### [TASK PROMPT]
For each entry, repeat the text exactly and omit any picture it holds.
-------
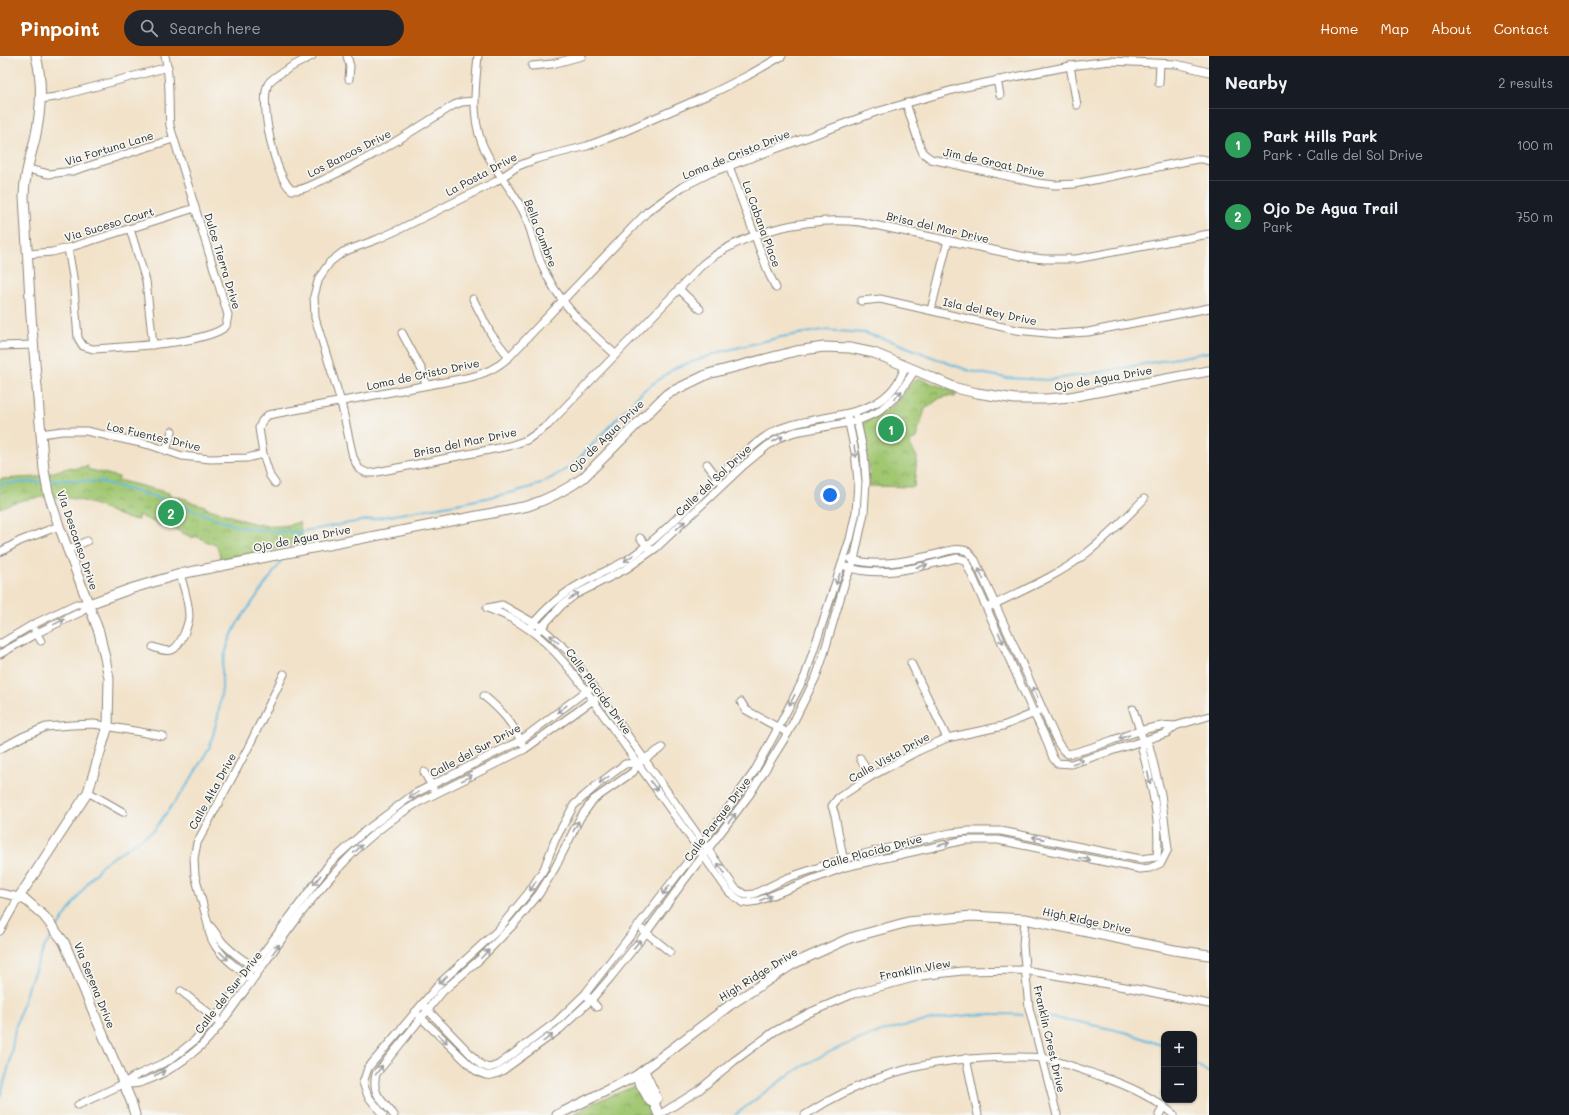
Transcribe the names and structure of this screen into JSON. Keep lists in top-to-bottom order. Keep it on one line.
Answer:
{"streets":{"street":["Via Fortuna Lane","Los Bancos Drive","Loma de Cristo Drive","Jim de Groat Drive","La Posta Drive","Via Suceso Court","La Cabana Place","Brisa del Mar Drive","Bella Cumbre","Dulce Tierra Drive","Isla del Rey Drive","Ojo de Agua Drive","Los Fuentes Drive","Calle del Sol Drive","Via Descanso Drive","Calle Placido Drive","Calle del Sur Drive","Calle Vista Drive","Calle Alta Drive","Calle Parque Drive","High Ridge Drive","Franklin View","Via Serena Drive","Franklin Crest Drive"]},"crossings":[["Via Fortuna Lane","Dulce Tierra Drive"],["Via Fortuna Lane","Via Descanso Drive"],["Los Bancos Drive","Bella Cumbre"],["Loma de Cristo Drive","Jim de Groat Drive"],["Loma de Cristo Drive","La Posta Drive"],["Loma de Cristo Drive","La Cabana Place"],["Loma de Cristo Drive","Brisa del Mar Drive"],["Loma de Cristo Drive","Bella Cumbre"],["Loma de Cristo Drive","Los Fuentes Drive"],["La Posta Drive","Brisa del Mar Drive"],["La Posta Drive","Bella Cumbre"],["Via Suceso Court","Dulce Tierra Drive"],["Via Suceso Court","Via Descanso Drive"],["La Cabana Place","Brisa del Mar Drive"],["Brisa del Mar Drive","Bella Cumbre"],["Ojo de Agua Drive","Calle del Sol Drive"],["Ojo de Agua Drive","Via Descanso Drive"],["Los Fuentes Drive","Via Descanso Drive"],["Calle del Sol Drive","Calle Placido Drive"],["Calle del Sol Drive","Calle Parque Drive"],["Via Descanso Drive","Via Serena Drive"],["Calle Placido Drive","Calle del Sur Drive"],["Calle Placido Drive","Calle Vista Drive"],["Calle Placido Drive","Calle Parque Drive"],["Calle del Sur Drive","Calle Alta Drive"],["Calle del Sur Drive","Via Serena Drive"],["High Ridge Drive","Franklin Crest Drive"],["Franklin View","Franklin Crest Drive"]],"page":{"header":"Pinpoint","search":"Search here","nav":["Home","Map","About","Contact"],"heading":["Nearby","2 results"],"list":[{"mark":"1","name":"Park Hills Park","note":"Park · Calle del Sol Drive","value":"100 m"},{"mark":"2","name":"Ojo De Agua Trail","note":"Park","value":"750 m"}],"pins":["1","2"],"map_buttons":["+","−"]}}
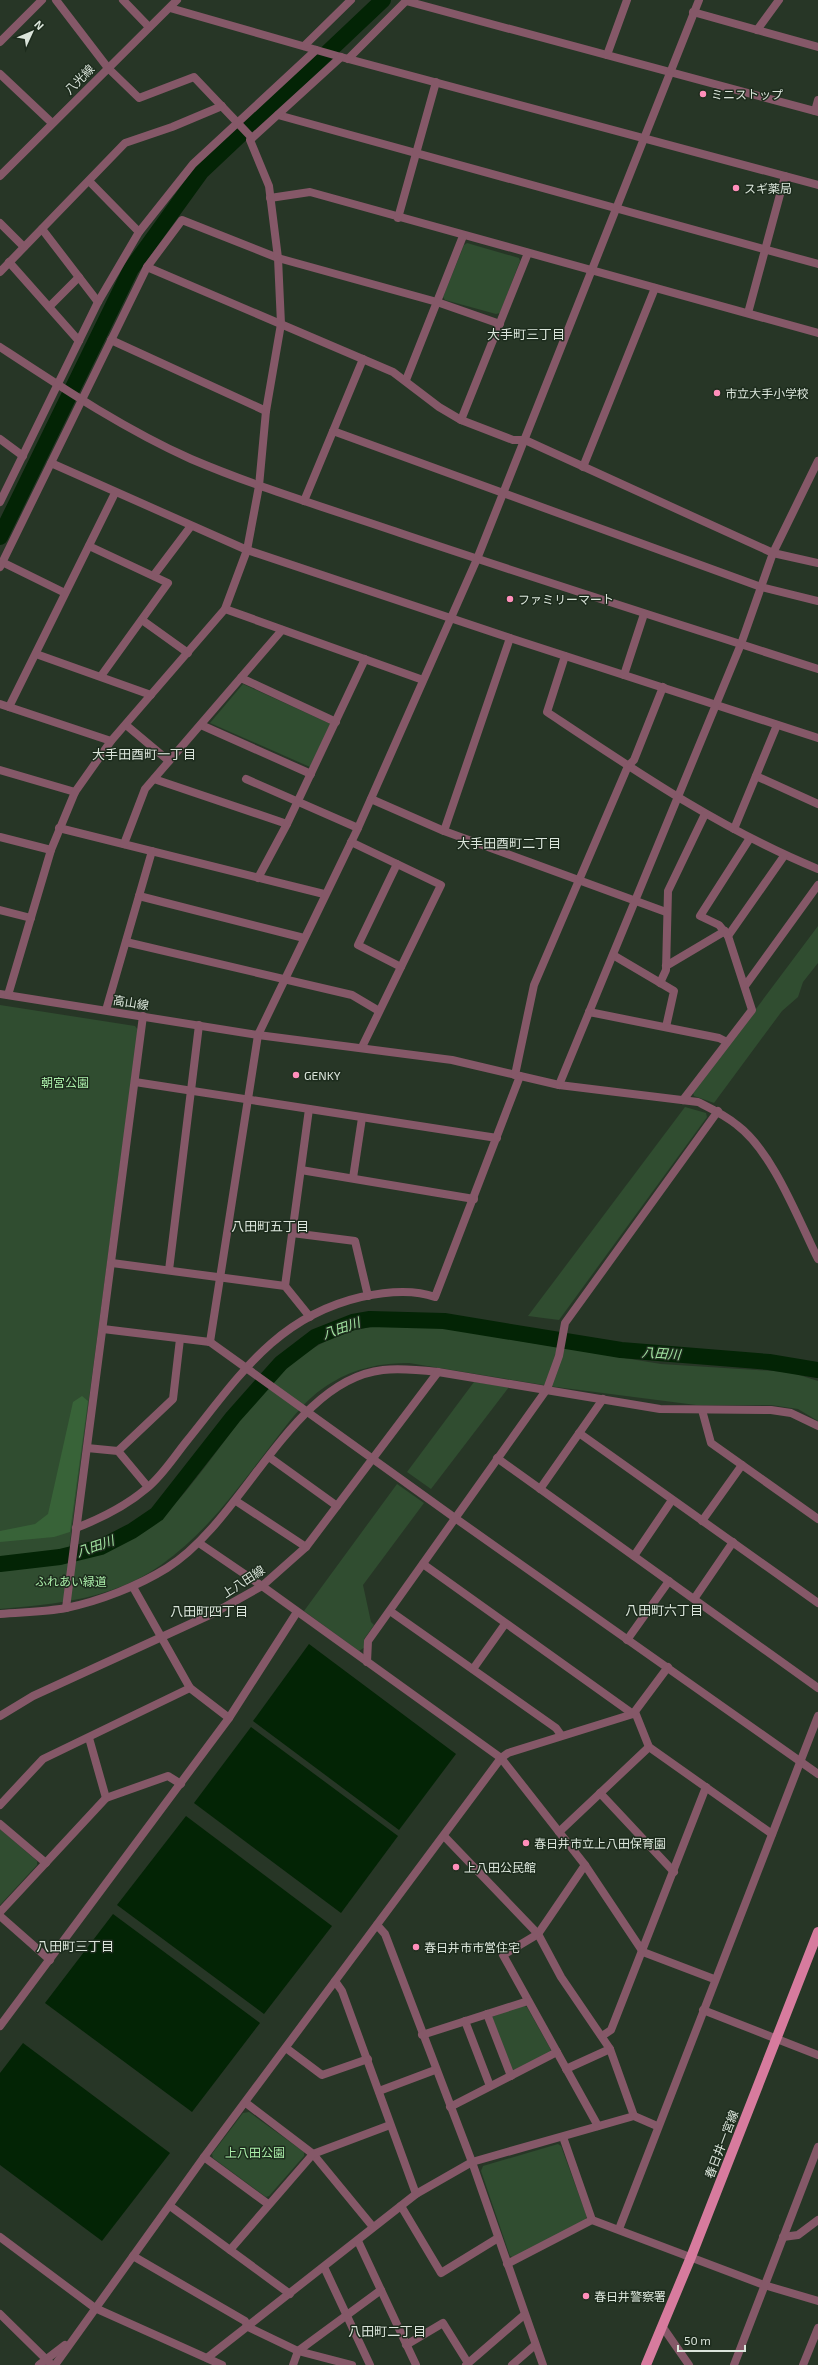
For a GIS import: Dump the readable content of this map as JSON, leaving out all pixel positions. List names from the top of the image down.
{
  "streets": {
    "main road": ["春日井一宮線"],
    "street": ["八光線", "高山線", "上八田線"]
  },
  "districts": [
    "大手町三丁目",
    "大手田酉町一丁目",
    "大手田酉町二丁目",
    "八田町五丁目",
    "八田町六丁目",
    "八田町四丁目",
    "八田町三丁目",
    "八田町二丁目"
  ],
  "water": ["八田川"],
  "parks": ["朝宮公園", "ふれあい緑道", "上八田公園"],
  "places": [
    "ミニストップ",
    "スギ薬局",
    "市立大手小学校",
    "ファミリーマート",
    "GENKY",
    "春日井市立上八田保育園",
    "上八田公民館",
    "春日井市市営住宅",
    "春日井警察署"
  ],
  "scale_bar": "50 m",
  "north": "top right"
}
-------
### [REPLY TO THE TASK]
Transcribe the names and structure of this screen into JSON. Keep lists in top-to-bottom order. Keep it on one line.
Answer:
{"streets":{"street":["Via Fortuna Lane","Los Bancos Drive","Loma de Cristo Drive","Jim de Groat Drive","La Posta Drive","Via Suceso Court","La Cabana Place","Brisa del Mar Drive","Bella Cumbre","Dulce Tierra Drive","Isla del Rey Drive","Ojo de Agua Drive","Los Fuentes Drive","Calle del Sol Drive","Via Descanso Drive","Calle Placido Drive","Calle del Sur Drive","Calle Vista Drive","Calle Alta Drive","Calle Parque Drive","High Ridge Drive","Franklin View","Via Serena Drive","Franklin Crest Drive"]},"crossings":[["Via Fortuna Lane","Dulce Tierra Drive"],["Via Fortuna Lane","Via Descanso Drive"],["Los Bancos Drive","Bella Cumbre"],["Loma de Cristo Drive","Jim de Groat Drive"],["Loma de Cristo Drive","La Posta Drive"],["Loma de Cristo Drive","La Cabana Place"],["Loma de Cristo Drive","Brisa del Mar Drive"],["Loma de Cristo Drive","Bella Cumbre"],["Loma de Cristo Drive","Los Fuentes Drive"],["La Posta Drive","Brisa del Mar Drive"],["La Posta Drive","Bella Cumbre"],["Via Suceso Court","Dulce Tierra Drive"],["Via Suceso Court","Via Descanso Drive"],["La Cabana Place","Brisa del Mar Drive"],["Brisa del Mar Drive","Bella Cumbre"],["Ojo de Agua Drive","Calle del Sol Drive"],["Ojo de Agua Drive","Via Descanso Drive"],["Los Fuentes Drive","Via Descanso Drive"],["Calle del Sol Drive","Calle Placido Drive"],["Calle del Sol Drive","Calle Parque Drive"],["Via Descanso Drive","Via Serena Drive"],["Calle Placido Drive","Calle del Sur Drive"],["Calle Placido Drive","Calle Vista Drive"],["Calle Placido Drive","Calle Parque Drive"],["Calle del Sur Drive","Calle Alta Drive"],["Calle del Sur Drive","Via Serena Drive"],["High Ridge Drive","Franklin Crest Drive"],["Franklin View","Franklin Crest Drive"]],"page":{"header":"Pinpoint","search":"Search here","nav":["Home","Map","About","Contact"],"heading":["Nearby","2 results"],"list":[{"mark":"1","name":"Park Hills Park","note":"Park · Calle del Sol Drive","value":"100 m"},{"mark":"2","name":"Ojo De Agua Trail","note":"Park","value":"750 m"}],"pins":["1","2"],"map_buttons":["+","−"]}}
For a GIS import: Dump the readable content of this map as JSON, leaving out all pixel positions. List names from the top of the image down.
{
  "streets": {
    "main road": ["春日井一宮線"],
    "street": ["八光線", "高山線", "上八田線"]
  },
  "districts": [
    "大手町三丁目",
    "大手田酉町一丁目",
    "大手田酉町二丁目",
    "八田町五丁目",
    "八田町六丁目",
    "八田町四丁目",
    "八田町三丁目",
    "八田町二丁目"
  ],
  "water": ["八田川"],
  "parks": ["朝宮公園", "ふれあい緑道", "上八田公園"],
  "places": [
    "ミニストップ",
    "スギ薬局",
    "市立大手小学校",
    "ファミリーマート",
    "GENKY",
    "春日井市立上八田保育園",
    "上八田公民館",
    "春日井市市営住宅",
    "春日井警察署"
  ],
  "scale_bar": "50 m",
  "north": "top right"
}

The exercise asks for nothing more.